Copy out each line of the data that contains "function".

Dataset entries:
=== Begin Enclosure ===
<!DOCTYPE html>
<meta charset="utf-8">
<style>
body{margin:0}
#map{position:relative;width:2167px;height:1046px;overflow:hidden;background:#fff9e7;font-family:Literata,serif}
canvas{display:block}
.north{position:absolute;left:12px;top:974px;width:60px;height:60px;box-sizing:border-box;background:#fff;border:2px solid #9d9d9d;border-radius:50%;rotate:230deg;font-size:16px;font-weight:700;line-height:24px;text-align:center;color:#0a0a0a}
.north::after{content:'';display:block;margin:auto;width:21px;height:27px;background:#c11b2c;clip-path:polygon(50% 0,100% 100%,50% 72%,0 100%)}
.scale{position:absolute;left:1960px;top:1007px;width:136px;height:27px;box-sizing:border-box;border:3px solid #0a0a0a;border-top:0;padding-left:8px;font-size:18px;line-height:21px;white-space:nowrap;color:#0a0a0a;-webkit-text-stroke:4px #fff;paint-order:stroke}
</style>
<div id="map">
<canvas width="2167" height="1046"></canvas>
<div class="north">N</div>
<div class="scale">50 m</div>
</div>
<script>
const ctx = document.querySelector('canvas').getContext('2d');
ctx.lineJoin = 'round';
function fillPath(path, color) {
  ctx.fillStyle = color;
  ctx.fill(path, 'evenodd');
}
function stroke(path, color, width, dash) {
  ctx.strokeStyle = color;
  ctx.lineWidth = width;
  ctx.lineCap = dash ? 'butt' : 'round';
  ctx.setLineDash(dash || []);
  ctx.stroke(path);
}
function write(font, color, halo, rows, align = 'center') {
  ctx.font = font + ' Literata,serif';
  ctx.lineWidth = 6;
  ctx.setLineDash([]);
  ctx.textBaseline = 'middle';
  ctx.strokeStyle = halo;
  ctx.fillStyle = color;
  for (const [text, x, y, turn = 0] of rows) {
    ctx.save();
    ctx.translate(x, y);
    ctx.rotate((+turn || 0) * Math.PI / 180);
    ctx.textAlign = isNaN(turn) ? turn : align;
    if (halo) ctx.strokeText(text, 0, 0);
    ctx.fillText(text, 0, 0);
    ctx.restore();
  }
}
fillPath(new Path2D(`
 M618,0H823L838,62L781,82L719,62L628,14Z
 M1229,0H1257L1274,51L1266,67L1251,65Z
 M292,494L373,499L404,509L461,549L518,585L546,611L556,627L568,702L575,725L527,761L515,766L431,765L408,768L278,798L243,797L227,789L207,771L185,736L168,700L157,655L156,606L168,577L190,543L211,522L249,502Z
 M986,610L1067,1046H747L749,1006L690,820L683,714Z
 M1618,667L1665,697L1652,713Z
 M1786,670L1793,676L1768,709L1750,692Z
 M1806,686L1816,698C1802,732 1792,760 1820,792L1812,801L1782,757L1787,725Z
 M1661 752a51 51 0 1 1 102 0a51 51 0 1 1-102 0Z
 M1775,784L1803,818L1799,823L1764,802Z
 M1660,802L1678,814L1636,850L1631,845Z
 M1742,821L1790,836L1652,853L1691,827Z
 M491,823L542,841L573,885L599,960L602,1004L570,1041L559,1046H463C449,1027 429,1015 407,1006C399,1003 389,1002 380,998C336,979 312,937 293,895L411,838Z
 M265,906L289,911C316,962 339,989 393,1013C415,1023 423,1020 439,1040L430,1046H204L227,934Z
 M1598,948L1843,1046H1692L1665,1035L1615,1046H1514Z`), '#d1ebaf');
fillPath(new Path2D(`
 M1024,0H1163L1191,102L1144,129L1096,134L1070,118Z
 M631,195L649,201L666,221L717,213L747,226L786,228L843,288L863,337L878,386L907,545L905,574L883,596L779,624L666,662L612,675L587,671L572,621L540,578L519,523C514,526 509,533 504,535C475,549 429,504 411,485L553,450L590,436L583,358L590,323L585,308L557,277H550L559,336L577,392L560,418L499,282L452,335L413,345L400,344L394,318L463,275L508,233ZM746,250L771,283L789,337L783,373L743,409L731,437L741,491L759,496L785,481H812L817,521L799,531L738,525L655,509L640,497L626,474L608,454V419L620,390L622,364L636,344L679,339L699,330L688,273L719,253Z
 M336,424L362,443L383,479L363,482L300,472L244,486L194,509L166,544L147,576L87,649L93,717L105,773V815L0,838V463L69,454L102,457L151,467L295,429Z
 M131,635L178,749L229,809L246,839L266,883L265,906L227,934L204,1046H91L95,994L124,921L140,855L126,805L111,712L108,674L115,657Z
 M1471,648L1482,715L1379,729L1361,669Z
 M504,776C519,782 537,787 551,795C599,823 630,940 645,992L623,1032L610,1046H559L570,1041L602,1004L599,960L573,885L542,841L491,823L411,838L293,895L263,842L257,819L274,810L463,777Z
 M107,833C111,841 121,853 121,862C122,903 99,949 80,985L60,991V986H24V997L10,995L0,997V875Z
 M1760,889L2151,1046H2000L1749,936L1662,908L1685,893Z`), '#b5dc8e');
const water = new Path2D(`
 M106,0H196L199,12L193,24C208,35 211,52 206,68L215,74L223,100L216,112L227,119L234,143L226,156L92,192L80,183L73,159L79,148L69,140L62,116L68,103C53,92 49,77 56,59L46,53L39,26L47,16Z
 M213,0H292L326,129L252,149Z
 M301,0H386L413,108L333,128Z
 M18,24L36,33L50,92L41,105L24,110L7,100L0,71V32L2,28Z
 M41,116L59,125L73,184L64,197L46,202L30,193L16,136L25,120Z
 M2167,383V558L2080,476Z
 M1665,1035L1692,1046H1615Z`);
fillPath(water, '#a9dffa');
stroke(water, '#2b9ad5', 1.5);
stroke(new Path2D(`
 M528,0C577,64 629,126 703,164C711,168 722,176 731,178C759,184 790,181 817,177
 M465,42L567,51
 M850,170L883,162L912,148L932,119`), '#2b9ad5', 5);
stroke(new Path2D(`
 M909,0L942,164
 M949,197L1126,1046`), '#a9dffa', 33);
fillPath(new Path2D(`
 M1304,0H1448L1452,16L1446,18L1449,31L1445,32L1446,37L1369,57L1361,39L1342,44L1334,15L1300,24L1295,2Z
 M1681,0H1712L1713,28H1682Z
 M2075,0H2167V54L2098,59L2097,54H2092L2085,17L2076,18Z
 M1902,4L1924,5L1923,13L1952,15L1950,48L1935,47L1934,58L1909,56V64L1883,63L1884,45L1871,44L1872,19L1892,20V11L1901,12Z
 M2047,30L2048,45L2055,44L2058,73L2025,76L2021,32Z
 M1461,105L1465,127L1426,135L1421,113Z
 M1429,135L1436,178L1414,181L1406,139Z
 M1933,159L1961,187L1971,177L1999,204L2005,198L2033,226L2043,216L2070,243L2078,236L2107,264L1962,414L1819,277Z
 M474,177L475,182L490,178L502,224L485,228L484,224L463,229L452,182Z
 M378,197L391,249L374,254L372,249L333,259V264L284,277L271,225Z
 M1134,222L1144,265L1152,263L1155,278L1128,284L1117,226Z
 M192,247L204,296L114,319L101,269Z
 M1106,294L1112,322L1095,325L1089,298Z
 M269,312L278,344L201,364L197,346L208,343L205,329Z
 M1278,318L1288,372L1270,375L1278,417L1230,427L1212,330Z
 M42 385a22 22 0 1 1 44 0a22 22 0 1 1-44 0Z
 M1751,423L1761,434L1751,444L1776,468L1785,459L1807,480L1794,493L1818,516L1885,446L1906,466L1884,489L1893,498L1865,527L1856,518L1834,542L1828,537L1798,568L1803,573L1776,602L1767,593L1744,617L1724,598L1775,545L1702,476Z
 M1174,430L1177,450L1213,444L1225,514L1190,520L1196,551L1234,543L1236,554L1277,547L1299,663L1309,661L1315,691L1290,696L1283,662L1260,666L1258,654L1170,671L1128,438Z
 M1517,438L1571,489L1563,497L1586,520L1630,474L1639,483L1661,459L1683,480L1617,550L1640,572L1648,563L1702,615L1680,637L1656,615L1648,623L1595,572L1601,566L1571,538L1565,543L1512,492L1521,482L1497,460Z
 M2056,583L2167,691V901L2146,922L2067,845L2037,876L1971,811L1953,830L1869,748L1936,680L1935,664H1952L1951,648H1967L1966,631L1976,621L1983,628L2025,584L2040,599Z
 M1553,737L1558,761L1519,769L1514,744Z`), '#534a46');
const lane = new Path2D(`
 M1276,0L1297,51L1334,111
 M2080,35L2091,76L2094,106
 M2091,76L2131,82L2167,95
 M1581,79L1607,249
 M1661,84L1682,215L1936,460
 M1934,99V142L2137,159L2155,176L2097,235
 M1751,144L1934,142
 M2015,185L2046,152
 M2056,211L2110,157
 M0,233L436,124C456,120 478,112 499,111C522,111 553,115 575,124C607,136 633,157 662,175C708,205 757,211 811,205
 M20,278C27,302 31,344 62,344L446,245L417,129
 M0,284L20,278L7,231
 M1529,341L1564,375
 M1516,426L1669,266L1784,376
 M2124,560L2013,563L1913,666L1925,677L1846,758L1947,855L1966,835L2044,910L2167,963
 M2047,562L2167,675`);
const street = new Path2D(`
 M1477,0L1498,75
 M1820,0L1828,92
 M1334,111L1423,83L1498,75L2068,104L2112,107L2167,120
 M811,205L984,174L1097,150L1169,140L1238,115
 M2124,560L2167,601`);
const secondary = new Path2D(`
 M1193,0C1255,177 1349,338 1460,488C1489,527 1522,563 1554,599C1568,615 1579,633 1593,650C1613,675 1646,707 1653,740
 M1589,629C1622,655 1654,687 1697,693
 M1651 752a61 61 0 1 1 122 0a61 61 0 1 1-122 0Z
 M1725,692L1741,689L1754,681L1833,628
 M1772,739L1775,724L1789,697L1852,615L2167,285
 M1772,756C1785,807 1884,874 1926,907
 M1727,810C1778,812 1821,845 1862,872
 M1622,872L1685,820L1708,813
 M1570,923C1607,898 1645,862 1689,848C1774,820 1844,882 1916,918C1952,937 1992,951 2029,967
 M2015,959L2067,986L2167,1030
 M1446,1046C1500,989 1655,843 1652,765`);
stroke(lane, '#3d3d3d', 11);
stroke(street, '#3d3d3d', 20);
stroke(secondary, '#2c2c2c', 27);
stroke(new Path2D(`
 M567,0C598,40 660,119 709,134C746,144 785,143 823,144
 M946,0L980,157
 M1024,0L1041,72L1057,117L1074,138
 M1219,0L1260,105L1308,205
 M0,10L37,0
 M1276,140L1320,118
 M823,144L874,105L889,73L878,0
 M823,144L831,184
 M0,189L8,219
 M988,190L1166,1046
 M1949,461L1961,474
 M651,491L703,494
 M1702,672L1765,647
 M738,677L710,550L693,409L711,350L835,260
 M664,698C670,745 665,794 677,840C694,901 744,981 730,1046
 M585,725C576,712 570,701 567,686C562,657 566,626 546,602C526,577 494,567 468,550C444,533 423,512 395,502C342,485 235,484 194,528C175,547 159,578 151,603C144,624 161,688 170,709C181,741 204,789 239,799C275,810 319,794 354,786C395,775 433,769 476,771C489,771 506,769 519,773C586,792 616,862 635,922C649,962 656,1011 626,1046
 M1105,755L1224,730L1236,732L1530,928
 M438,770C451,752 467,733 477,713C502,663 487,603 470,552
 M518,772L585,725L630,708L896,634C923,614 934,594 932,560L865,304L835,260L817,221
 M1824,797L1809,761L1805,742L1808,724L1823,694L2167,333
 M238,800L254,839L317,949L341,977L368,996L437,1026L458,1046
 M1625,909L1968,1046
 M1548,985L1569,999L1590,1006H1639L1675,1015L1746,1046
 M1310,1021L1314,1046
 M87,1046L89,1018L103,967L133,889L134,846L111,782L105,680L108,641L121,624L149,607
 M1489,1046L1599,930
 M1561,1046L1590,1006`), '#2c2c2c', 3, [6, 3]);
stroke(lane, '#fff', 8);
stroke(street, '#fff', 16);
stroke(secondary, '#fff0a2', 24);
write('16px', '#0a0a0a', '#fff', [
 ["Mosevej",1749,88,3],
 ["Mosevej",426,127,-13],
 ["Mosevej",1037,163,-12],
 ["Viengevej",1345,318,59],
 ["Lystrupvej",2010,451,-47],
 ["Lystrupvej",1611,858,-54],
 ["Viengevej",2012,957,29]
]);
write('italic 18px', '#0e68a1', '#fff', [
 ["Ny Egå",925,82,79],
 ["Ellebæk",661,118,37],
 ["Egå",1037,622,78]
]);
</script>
=== End Enclosure ===
• Response:
function fillPath(path, color) {
function stroke(path, color, width, dash) {
function write(font, color, halo, rows, align = 'center') {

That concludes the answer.